Shareholders right to vote on related party transactions
- Member states may provide that shareholder approval of related party transactions is no longer necessary and that approval by the administrative or supervisory body of the company is sufficient.
- The proposal is amended to relate to material transactions with related parties, instead of all transactions that represent a certain value.
- Member states must determine what constitutes a material transaction and they still may set one or more quantitative criteria based on the impact of the transaction on the revenues, assets, capitalization or turnover of the company. Member states may also take into account the nature of the transaction and the position of the related party.
- When defining material transactions, member states must at least take into account:
- the influence that the information about the transaction may have on the decisions of the subjects involved in the approval process;
- the impact of the transaction on the company’s results, assets, capitalisation or turnover and the position of the related party; and
- the risks that the transaction creates for the company and its minority shareholders.

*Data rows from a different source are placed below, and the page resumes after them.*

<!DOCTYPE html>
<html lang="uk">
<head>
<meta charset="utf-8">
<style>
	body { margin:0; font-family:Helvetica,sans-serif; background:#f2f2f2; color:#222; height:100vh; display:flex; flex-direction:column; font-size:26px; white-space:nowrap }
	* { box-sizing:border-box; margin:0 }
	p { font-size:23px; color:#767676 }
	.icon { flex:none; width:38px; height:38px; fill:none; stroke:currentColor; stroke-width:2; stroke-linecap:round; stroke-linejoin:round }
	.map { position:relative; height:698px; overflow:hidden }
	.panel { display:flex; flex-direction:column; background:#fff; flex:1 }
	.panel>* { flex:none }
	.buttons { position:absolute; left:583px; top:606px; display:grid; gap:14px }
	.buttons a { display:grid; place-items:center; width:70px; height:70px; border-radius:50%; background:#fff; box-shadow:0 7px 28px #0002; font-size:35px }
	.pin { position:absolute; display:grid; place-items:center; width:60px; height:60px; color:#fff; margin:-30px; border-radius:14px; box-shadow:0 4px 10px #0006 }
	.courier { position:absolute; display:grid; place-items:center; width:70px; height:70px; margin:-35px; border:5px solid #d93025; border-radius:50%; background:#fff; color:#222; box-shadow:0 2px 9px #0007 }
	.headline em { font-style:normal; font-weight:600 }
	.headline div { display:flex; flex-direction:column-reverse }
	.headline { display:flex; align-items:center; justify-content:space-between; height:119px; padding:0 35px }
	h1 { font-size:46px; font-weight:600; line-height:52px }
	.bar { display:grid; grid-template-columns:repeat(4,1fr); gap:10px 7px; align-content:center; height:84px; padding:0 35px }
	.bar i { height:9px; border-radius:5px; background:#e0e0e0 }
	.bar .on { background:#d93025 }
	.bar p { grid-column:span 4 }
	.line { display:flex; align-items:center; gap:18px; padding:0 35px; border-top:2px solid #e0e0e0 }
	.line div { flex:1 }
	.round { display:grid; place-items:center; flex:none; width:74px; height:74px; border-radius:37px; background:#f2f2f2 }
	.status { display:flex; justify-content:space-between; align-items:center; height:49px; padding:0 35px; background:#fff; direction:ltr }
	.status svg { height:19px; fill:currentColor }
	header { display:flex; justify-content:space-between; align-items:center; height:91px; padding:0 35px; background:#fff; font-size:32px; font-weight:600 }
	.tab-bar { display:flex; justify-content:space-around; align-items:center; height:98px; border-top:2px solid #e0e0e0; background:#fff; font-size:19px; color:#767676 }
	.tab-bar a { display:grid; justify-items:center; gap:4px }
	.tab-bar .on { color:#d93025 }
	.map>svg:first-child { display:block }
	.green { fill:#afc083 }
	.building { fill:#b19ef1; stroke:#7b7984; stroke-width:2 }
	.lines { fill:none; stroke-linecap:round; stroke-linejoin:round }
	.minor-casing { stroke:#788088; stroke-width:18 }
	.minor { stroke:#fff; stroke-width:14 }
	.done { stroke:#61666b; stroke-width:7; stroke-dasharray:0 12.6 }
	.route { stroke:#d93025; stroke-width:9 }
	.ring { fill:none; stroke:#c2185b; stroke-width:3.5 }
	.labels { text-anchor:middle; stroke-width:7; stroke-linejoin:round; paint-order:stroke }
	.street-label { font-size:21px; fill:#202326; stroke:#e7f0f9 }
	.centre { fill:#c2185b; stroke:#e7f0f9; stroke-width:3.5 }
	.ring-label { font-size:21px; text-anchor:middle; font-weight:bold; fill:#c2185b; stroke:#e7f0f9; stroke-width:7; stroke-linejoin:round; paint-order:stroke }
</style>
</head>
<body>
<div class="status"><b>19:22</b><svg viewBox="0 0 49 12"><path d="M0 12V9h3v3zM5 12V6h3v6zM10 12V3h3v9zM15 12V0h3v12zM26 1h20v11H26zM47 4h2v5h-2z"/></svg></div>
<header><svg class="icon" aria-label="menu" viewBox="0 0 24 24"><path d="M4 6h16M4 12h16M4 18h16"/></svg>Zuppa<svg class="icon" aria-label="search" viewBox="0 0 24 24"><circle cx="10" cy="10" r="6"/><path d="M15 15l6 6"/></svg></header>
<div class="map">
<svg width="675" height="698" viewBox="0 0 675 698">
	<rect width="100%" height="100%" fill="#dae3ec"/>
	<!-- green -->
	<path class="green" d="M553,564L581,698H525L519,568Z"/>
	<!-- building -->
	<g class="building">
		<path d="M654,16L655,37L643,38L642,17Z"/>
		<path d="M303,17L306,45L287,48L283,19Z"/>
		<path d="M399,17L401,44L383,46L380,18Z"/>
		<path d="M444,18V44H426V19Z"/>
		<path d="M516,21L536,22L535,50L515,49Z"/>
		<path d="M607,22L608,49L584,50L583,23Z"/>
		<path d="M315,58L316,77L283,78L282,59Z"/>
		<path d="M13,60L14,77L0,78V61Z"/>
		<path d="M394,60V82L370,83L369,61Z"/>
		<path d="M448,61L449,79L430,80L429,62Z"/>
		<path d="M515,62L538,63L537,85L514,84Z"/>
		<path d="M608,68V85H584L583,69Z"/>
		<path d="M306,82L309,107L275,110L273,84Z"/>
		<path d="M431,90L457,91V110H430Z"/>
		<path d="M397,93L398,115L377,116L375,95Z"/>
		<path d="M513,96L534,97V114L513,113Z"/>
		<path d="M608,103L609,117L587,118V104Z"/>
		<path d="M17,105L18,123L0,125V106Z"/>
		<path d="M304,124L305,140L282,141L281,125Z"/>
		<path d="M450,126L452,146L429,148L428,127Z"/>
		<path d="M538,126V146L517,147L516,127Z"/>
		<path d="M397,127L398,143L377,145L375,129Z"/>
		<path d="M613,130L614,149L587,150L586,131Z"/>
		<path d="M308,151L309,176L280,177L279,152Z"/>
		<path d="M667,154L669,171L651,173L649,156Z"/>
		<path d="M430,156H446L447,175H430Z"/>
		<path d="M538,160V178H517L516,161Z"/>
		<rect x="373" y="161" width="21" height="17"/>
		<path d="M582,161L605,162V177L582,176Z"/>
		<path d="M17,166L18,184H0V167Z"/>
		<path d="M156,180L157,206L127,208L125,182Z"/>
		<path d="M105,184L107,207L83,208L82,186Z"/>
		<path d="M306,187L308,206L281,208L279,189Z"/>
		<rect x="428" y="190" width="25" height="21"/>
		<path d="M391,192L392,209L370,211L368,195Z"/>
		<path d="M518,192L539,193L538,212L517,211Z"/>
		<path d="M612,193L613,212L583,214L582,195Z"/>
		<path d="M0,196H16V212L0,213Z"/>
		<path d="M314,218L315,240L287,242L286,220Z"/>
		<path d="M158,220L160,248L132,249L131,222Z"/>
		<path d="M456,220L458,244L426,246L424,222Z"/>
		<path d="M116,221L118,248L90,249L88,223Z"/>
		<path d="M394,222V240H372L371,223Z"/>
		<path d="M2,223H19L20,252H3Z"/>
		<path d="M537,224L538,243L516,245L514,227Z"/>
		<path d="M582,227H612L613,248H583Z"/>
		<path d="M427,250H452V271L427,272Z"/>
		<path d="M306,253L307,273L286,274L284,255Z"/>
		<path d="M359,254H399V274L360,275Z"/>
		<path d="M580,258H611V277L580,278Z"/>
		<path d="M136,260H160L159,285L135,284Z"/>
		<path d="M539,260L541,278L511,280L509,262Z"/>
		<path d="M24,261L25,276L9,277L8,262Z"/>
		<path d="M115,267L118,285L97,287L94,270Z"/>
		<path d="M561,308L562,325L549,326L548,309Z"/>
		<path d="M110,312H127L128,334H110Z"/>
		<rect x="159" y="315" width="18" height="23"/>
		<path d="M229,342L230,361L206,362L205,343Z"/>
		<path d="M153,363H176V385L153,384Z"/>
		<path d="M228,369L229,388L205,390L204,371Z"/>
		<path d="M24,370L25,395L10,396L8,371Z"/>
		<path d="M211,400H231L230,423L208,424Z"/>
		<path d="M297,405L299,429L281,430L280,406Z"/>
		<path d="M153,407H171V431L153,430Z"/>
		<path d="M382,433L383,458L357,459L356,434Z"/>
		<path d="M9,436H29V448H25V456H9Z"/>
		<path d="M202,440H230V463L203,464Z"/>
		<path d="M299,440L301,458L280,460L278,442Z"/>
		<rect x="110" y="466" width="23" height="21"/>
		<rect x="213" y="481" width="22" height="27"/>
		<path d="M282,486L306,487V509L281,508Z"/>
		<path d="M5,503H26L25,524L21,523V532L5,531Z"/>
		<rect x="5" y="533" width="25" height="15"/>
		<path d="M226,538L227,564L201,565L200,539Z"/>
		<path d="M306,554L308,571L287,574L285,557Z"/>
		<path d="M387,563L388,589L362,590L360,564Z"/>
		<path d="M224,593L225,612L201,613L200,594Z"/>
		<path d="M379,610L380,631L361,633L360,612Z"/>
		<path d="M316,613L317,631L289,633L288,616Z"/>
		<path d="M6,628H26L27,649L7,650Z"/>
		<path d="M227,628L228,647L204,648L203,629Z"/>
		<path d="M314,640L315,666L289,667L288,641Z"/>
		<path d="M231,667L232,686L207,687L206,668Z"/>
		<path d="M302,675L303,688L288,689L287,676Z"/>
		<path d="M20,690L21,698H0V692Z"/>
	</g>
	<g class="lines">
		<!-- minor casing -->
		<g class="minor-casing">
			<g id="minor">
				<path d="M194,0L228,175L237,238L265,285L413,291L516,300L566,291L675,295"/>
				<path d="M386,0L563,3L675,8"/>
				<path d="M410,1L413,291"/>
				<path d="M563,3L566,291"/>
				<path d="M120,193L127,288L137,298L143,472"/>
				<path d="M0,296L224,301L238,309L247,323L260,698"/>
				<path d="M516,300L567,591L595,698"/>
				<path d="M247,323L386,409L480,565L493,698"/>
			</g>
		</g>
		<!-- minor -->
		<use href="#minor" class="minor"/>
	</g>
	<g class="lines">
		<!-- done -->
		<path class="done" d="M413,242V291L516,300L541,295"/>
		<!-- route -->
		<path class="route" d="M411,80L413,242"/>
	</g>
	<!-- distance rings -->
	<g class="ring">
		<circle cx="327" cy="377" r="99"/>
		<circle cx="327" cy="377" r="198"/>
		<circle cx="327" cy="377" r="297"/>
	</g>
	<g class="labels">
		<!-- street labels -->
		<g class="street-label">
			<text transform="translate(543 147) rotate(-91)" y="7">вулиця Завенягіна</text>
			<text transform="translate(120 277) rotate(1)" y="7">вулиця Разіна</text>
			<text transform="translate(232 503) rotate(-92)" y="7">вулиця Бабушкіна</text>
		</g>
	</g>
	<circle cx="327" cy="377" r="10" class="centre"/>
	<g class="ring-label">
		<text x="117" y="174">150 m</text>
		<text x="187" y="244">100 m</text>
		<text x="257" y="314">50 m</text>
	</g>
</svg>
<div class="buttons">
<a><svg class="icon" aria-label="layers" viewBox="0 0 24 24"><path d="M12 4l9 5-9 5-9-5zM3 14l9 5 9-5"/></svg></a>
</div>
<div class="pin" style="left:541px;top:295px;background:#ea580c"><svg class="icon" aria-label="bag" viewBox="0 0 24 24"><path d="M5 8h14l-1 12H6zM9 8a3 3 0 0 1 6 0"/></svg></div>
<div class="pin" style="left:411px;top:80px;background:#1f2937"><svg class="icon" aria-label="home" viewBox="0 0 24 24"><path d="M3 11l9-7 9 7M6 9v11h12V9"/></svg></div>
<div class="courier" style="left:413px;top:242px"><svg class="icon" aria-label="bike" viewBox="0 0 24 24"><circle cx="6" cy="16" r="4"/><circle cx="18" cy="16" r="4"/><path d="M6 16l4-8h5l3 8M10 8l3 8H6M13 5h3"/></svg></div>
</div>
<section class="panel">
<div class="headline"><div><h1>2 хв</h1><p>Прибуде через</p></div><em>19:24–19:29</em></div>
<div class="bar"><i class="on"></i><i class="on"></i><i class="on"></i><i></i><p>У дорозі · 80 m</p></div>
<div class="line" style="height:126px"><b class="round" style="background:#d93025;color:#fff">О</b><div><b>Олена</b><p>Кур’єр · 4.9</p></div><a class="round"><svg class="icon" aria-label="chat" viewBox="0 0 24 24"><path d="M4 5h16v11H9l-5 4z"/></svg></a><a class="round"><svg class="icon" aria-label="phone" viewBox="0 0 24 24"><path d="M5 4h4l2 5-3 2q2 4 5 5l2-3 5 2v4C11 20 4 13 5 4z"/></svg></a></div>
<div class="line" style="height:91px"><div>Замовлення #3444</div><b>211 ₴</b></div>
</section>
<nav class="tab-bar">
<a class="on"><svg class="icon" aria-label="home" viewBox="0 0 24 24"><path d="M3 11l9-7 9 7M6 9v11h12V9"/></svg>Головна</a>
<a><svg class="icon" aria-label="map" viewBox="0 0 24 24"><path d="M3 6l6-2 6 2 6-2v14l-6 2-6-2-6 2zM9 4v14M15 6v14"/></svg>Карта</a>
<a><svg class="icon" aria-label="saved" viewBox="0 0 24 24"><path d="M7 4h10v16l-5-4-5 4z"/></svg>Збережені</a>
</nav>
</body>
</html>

- The possibilities for member states to exempt certain transactions from approval are expanded. In addition to intra-group transactions, they may exempt:
- transactions entered into between the company and one or more members of its joint ventures; and
- transactions entered into in the ordinary course of business and concluded on normal market terms.
In the Shareholders Rights Directive requirements are to be included to publicly disclose on a country by country basis the following information on a consolidated basis for the financial year:
- names, nature of activities and geographical location;
- number of employees on a full time equivalent basis;
- profit or loss before tax;
- tax on profit or loss; and
- public subsidies received.
At the moment it is unsure whether these disclosure requirements will be made part of the legislative process regarding the Shareholders Rights Directive or that they will be dealt with in a separate proposal.
No loyalty rights
The proposal to provide for rules on so-called ‘loyalty rights’ (enhanced voting rights or dividend rights) to shareholders who hold on to their shares for a certain period of time, has been rejected by Parliament.
The Parliament has decided to postpone the vote on the proposal itself, and to enter into informal consultation with the Commission and the Council in order to reach an agreement on the final text of the proposal, which could then be adopted at first reading. It is expected that such agreement will not be reached before the end of 2015. It remains to be seen what the final wording of the directive will be, and how it will be implemented by the member states.